WHAT TO WORK ON. Range to output from the entries below: the line containing "M 1038,864 L 1099,1019" through the line containing "M 739,985 L 1041,854". Set it down exactly, ends included, nothing else.

(Stored data)
>>>>

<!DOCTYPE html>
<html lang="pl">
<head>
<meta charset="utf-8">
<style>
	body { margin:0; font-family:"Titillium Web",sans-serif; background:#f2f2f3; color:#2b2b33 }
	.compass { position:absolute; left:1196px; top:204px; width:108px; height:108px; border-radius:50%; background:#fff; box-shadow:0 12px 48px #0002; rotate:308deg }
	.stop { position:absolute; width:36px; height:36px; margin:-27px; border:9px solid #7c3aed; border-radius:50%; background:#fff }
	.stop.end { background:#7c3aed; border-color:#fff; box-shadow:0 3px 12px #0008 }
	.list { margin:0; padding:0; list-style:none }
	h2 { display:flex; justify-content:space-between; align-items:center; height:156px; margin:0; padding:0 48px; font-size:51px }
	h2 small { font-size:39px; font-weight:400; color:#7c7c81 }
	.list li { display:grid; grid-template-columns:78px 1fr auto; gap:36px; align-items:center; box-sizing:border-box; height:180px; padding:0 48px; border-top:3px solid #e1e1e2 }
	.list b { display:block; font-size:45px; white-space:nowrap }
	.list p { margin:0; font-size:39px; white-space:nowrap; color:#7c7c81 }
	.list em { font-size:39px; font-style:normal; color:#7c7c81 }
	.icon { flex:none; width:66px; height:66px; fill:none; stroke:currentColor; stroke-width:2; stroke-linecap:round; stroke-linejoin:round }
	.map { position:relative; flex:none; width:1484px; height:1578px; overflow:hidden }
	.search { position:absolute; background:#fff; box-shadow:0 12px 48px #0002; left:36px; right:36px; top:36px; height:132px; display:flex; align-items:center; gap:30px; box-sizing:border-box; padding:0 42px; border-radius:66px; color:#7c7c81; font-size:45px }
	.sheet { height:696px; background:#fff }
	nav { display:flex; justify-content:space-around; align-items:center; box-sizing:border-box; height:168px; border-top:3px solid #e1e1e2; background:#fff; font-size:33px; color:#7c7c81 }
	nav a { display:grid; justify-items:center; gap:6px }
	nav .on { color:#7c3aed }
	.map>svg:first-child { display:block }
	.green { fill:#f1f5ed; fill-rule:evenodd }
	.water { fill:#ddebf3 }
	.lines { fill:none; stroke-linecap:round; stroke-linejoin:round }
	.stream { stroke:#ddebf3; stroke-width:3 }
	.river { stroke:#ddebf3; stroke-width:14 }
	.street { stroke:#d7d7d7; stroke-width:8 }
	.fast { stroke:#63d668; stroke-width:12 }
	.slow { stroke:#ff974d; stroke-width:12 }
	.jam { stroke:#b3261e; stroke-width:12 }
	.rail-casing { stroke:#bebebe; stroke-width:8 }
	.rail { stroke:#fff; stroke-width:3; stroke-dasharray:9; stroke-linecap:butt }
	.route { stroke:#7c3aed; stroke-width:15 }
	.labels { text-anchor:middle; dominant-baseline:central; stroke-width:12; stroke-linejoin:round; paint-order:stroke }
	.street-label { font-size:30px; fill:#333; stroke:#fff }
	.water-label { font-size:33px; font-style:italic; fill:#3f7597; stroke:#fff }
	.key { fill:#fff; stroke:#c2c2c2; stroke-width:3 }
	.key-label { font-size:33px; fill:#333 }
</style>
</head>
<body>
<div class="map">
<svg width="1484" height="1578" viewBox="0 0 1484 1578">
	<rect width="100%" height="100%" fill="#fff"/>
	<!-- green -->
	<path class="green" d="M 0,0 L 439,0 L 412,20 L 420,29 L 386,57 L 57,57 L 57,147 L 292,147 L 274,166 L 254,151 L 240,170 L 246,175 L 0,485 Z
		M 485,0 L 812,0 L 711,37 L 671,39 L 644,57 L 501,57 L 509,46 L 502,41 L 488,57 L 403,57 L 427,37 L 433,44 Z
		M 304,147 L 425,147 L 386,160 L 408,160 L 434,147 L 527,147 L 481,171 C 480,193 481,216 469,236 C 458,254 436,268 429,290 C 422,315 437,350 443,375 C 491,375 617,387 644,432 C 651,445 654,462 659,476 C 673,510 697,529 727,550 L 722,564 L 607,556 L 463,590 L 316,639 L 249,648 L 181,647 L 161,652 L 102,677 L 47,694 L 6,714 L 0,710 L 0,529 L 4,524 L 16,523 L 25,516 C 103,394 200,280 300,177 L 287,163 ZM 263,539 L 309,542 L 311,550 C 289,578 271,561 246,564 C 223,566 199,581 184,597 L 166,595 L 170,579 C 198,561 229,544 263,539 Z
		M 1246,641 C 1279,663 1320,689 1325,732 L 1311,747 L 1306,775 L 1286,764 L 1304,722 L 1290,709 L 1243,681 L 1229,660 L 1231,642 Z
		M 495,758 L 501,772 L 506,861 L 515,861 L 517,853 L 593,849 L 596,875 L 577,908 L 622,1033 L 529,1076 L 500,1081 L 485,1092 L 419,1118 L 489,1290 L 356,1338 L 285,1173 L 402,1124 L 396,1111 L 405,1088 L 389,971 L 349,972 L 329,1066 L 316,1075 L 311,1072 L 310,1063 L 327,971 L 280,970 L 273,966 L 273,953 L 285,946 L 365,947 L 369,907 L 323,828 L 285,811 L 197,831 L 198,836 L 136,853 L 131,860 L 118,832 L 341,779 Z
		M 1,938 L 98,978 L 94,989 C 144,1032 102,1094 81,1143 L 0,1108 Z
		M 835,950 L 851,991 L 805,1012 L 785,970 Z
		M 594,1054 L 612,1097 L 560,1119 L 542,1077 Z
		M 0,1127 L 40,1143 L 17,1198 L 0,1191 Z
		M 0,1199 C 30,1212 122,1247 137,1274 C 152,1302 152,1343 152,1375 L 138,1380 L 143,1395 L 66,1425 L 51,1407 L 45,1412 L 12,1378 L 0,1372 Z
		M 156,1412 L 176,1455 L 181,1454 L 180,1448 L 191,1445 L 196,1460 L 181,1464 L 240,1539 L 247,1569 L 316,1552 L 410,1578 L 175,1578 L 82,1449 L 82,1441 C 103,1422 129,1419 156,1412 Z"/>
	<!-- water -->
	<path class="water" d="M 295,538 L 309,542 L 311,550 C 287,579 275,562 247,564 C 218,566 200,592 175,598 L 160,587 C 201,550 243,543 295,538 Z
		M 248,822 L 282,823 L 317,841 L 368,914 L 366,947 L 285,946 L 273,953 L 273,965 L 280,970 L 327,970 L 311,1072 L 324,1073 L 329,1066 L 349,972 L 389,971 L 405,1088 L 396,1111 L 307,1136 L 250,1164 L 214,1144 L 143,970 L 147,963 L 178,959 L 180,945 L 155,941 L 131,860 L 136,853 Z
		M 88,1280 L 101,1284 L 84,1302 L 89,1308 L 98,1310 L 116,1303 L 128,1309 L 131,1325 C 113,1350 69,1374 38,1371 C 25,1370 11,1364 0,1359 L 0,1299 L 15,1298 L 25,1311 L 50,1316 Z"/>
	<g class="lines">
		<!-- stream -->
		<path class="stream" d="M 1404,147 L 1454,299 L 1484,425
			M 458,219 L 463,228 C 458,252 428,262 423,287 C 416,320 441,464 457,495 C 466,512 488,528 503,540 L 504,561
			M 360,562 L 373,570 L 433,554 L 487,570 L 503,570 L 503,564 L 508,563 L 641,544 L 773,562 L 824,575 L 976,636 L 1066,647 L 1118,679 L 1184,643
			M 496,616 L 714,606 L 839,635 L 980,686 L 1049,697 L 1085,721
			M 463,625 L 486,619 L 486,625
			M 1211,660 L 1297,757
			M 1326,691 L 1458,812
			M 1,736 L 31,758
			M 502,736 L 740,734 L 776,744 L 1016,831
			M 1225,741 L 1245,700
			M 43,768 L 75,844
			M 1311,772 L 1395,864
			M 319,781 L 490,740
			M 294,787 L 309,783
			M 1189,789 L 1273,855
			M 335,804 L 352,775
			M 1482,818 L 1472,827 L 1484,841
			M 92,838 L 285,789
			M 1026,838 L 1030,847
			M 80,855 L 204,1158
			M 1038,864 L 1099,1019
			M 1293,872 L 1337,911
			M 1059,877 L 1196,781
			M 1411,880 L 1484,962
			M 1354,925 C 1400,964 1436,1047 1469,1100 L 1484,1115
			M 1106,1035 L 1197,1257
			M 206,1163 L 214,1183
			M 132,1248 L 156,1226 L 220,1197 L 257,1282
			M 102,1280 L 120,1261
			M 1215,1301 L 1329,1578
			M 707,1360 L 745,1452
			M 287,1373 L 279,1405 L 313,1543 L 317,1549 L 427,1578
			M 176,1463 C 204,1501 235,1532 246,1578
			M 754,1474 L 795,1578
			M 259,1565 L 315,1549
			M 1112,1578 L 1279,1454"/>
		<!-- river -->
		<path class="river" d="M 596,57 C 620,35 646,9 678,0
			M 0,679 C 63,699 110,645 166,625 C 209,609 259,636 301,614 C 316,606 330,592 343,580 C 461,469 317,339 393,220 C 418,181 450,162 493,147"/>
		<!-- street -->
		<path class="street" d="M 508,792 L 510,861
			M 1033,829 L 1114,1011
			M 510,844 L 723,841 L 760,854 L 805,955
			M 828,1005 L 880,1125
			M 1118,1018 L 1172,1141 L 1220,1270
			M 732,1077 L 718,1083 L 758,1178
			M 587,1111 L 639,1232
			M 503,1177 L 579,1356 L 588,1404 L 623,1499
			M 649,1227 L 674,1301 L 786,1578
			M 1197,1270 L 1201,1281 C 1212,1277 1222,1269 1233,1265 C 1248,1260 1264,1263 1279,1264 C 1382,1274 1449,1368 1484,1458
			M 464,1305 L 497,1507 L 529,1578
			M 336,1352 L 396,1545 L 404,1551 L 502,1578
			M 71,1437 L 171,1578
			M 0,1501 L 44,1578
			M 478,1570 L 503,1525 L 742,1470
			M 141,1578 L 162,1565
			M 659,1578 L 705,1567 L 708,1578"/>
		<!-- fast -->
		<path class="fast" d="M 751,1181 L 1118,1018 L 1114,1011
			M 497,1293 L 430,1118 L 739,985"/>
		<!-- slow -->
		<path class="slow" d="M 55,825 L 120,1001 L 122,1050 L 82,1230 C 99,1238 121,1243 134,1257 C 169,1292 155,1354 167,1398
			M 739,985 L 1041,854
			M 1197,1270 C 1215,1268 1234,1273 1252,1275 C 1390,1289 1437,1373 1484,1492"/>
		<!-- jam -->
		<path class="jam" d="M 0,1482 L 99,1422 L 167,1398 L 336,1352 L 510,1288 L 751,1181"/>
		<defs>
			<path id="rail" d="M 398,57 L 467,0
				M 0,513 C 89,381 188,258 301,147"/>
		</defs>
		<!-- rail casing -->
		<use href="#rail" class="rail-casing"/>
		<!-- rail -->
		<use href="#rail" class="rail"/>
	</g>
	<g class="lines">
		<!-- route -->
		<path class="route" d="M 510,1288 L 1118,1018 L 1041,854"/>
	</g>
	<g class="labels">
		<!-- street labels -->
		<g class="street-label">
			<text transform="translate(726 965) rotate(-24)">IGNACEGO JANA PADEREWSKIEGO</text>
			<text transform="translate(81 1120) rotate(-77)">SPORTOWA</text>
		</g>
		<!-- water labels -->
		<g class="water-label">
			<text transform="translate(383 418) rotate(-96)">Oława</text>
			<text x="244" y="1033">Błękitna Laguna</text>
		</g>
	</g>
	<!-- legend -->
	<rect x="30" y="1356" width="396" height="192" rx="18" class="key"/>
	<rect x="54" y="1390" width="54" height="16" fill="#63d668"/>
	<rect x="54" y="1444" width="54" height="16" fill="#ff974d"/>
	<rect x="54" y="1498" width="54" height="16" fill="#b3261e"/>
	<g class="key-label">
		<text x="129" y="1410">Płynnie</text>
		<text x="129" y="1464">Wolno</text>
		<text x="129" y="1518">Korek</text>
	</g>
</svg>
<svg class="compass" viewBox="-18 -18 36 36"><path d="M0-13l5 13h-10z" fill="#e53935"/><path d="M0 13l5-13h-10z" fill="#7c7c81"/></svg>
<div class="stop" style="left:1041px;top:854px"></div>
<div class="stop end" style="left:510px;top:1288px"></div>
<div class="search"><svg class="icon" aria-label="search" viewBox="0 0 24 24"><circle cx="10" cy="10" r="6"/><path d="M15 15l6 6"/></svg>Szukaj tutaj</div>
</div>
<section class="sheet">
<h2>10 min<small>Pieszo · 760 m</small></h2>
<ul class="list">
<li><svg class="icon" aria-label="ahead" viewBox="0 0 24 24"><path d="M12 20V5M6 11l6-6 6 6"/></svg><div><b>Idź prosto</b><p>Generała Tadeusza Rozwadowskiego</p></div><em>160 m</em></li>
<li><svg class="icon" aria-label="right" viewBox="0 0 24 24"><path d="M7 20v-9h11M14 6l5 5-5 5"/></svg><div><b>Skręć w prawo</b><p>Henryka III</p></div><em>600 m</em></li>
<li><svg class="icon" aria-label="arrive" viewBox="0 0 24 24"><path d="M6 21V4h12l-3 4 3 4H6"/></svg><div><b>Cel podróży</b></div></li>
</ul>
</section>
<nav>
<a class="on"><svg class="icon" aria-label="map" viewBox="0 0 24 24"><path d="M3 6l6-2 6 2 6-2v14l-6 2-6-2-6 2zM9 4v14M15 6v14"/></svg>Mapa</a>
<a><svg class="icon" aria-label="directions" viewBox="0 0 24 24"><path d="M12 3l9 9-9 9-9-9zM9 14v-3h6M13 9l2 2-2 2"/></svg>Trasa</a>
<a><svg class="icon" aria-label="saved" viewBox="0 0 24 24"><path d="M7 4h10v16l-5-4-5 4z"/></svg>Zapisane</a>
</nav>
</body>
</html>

<<<<

RESULT FOR THIS EXERCISE.
			M 1038,864 L 1099,1019
			M 1293,872 L 1337,911
			M 1059,877 L 1196,781
			M 1411,880 L 1484,962
			M 1354,925 C 1400,964 1436,1047 1469,1100 L 1484,1115
			M 1106,1035 L 1197,1257
			M 206,1163 L 214,1183
			M 132,1248 L 156,1226 L 220,1197 L 257,1282
			M 102,1280 L 120,1261
			M 1215,1301 L 1329,1578
			M 707,1360 L 745,1452
			M 287,1373 L 279,1405 L 313,1543 L 317,1549 L 427,1578
			M 176,1463 C 204,1501 235,1532 246,1578
			M 754,1474 L 795,1578
			M 259,1565 L 315,1549
			M 1112,1578 L 1279,1454"/>
		<!-- river -->
		<path class="river" d="M 596,57 C 620,35 646,9 678,0
			M 0,679 C 63,699 110,645 166,625 C 209,609 259,636 301,614 C 316,606 330,592 343,580 C 461,469 317,339 393,220 C 418,181 450,162 493,147"/>
		<!-- street -->
		<path class="street" d="M 508,792 L 510,861
			M 1033,829 L 1114,1011
			M 510,844 L 723,841 L 760,854 L 805,955
			M 828,1005 L 880,1125
			M 1118,1018 L 1172,1141 L 1220,1270
			M 732,1077 L 718,1083 L 758,1178
			M 587,1111 L 639,1232
			M 503,1177 L 579,1356 L 588,1404 L 623,1499
			M 649,1227 L 674,1301 L 786,1578
			M 1197,1270 L 1201,1281 C 1212,1277 1222,1269 1233,1265 C 1248,1260 1264,1263 1279,1264 C 1382,1274 1449,1368 1484,1458
			M 464,1305 L 497,1507 L 529,1578
			M 336,1352 L 396,1545 L 404,1551 L 502,1578
			M 71,1437 L 171,1578
			M 0,1501 L 44,1578
			M 478,1570 L 503,1525 L 742,1470
			M 141,1578 L 162,1565
			M 659,1578 L 705,1567 L 708,1578"/>
		<!-- fast -->
		<path class="fast" d="M 751,1181 L 1118,1018 L 1114,1011
			M 497,1293 L 430,1118 L 739,985"/>
		<!-- slow -->
		<path class="slow" d="M 55,825 L 120,1001 L 122,1050 L 82,1230 C 99,1238 121,1243 134,1257 C 169,1292 155,1354 167,1398
			M 739,985 L 1041,854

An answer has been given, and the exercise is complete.